:: AIM OF THE TASK ::
Would you copy the material below word for word, beginning with its first line and ending with the line that contains "position:relative; width:392px; height:581px;"?

:: EXERCISE INPUT ::

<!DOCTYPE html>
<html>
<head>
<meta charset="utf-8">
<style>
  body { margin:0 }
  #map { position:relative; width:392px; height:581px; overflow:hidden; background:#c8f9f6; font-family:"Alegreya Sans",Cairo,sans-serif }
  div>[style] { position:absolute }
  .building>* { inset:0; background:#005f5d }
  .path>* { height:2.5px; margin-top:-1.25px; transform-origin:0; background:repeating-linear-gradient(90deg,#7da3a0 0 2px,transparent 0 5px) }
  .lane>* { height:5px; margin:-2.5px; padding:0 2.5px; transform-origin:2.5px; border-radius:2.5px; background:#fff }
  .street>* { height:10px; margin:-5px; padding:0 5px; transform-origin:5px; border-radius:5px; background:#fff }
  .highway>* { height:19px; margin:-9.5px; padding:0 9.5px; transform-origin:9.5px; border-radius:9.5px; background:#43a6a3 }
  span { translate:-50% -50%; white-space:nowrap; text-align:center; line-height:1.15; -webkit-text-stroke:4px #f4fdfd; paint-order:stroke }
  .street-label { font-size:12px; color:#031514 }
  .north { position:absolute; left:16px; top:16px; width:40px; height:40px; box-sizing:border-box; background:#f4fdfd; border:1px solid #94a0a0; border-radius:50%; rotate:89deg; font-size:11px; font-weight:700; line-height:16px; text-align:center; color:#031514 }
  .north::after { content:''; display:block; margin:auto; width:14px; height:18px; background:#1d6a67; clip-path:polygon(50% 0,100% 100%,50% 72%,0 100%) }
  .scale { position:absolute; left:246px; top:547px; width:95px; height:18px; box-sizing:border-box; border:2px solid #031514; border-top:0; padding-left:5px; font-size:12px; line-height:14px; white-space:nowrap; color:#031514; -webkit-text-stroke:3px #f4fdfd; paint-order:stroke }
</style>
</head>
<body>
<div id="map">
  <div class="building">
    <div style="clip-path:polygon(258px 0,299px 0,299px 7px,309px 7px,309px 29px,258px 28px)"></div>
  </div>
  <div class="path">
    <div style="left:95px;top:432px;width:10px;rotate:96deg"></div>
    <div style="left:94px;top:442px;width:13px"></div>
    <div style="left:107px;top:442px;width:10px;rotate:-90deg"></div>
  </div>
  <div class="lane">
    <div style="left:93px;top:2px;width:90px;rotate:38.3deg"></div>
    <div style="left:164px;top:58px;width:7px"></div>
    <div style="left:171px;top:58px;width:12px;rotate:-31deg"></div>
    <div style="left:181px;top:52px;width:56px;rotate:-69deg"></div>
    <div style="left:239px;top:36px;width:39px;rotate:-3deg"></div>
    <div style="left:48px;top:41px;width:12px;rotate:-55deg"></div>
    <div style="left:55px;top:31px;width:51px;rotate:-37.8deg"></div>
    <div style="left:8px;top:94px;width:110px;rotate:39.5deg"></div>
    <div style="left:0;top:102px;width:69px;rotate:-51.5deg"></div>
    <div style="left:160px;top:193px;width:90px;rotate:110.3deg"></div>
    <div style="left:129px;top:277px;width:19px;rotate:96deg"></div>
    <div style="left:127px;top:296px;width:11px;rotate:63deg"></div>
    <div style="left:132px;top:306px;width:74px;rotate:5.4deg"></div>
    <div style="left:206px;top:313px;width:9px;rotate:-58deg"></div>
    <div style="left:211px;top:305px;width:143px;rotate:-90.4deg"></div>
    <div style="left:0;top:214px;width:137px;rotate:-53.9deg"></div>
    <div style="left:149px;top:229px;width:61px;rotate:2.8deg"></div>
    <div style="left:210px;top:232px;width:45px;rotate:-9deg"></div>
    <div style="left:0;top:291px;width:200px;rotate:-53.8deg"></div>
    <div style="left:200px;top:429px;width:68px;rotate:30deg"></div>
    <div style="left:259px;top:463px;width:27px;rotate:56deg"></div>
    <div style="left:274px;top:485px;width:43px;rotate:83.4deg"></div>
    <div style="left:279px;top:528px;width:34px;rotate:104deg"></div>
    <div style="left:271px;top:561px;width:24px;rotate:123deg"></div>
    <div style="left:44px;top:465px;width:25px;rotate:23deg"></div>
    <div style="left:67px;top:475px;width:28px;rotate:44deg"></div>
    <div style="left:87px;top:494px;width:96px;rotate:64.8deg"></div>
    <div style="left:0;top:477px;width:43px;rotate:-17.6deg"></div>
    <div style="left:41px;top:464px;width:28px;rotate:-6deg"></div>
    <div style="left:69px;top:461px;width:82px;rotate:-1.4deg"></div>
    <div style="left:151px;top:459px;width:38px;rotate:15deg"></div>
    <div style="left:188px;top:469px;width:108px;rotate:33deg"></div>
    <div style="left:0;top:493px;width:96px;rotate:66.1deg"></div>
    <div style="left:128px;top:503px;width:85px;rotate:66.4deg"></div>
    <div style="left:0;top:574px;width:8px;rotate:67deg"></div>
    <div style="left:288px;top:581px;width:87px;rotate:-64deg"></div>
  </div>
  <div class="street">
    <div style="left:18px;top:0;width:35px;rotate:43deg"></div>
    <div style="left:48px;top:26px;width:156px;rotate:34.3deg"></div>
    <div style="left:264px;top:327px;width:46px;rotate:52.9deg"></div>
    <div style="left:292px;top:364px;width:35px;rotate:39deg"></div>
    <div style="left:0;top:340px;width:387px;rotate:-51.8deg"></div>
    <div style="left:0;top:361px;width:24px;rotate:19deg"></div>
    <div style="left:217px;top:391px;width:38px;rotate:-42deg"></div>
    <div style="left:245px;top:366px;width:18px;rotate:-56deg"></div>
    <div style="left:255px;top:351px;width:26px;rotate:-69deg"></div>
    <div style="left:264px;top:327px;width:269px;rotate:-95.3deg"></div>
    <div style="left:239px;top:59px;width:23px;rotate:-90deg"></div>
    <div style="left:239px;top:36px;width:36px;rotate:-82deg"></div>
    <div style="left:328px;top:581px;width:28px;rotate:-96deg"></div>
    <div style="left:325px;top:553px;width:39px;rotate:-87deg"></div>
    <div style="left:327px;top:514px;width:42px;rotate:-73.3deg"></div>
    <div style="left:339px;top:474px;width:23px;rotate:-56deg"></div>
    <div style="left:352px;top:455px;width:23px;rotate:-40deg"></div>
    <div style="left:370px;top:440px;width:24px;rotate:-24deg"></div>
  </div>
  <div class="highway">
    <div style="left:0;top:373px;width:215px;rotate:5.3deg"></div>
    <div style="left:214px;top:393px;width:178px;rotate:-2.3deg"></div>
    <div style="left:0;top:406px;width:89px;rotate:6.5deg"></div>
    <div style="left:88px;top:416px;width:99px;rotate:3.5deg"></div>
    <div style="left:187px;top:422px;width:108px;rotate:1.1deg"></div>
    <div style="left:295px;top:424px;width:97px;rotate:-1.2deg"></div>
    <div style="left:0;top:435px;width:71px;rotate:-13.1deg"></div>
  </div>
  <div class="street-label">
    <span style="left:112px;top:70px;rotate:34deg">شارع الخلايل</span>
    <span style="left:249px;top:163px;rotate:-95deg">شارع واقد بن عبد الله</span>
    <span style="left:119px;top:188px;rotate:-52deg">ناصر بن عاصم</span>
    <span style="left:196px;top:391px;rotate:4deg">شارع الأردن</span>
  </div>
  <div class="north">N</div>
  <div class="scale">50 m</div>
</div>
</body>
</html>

:: RESPONSE BELOW ::
<!DOCTYPE html>
<html>
<head>
<meta charset="utf-8">
<style>
  body { margin:0 }
  #map { position:relative; width:392px; height:581px; overflow:hidden; background:#c8f9f6; font-family:"Alegreya Sans",Cairo,sans-serif }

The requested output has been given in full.